# The Slope Intercept Form of the Equation of a Straight Line

Consider the straight line $$l$$. Let $$P\left( {x,y} \right)$$ be any point on the given line $$l$$. Suppose that $$\alpha $$ is the inclination of the line $$l$$ as shown in the given diagram, i.e. $$\tan \alpha = m$$

Take $$c$$ as a $$Y$$-intercept of the straight line because it cuts the $$Y$$-axis at the point $$Q\left( {0,c} \right)$$, i.e. $$OQ = c = Y$$-intercept.

From point $$P$$ draw $$PM$$ perpendicular to the $$X$$-axis, and from $$Q$$ draw $$QR$$ perpendicular to the $$PM$$.

Now from the given diagram, consider the triangle $$\Delta PQR$$, i.e. $$m\angle RQP = \alpha $$.
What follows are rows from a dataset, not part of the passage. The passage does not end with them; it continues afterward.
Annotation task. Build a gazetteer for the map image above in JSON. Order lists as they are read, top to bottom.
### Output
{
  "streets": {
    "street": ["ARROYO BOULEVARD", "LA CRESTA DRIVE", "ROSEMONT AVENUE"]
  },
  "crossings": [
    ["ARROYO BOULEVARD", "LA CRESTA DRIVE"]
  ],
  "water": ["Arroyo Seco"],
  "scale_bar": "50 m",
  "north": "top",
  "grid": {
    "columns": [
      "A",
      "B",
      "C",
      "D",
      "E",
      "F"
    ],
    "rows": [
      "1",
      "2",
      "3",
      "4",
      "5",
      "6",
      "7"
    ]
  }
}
By the definition of slope we take

\[\begin{gathered} \tan \alpha = \frac{{PR}}{{QR}} = \frac{{PM – RM}}{{OM}} \\ \Rightarrow \tan \alpha = \frac{{PM – OQ}}{{OM}} \\ \Rightarrow \tan \alpha = \frac{{y – c}}{x} \\ \end{gathered} \]

Now by the definition we can use $$m$$ instead of $$\tan \alpha $$, and we get

\[\begin{gathered} \Rightarrow m = \frac{{y – c}}{x} \\ \Rightarrow mx = y – c \\ \end{gathered} \]

\[\boxed{y = mx + c}\]

This is the equation of a straight line having the slope $$m$$ and Y-intercept $$c$$.

__NOTE__**:** It may be noted that if the line passes through the origin $$\left( {0,0} \right)$$, then take the $$Y$$-intercept is equal to zero i.e. $$c = 0$$, so the equation of a straight line becomes $$y = mx$$.

__Example__**:** Find the equation of a straight line having the slope $$3$$ and $$Y$$-intercept equal to 8.

Here we have slope $$m = 3$$ and $$Y$$-intercept $$c = 8$$

Now using the formula of straight line having the slope and $$Y$$-intercept

\[y = mx + c\]

Substitute the above values in the formula to get the equation of a straight line

\[y = 3x + 8\]

\[3x – y + 8 = 0\]

This is the required equation of a straight line.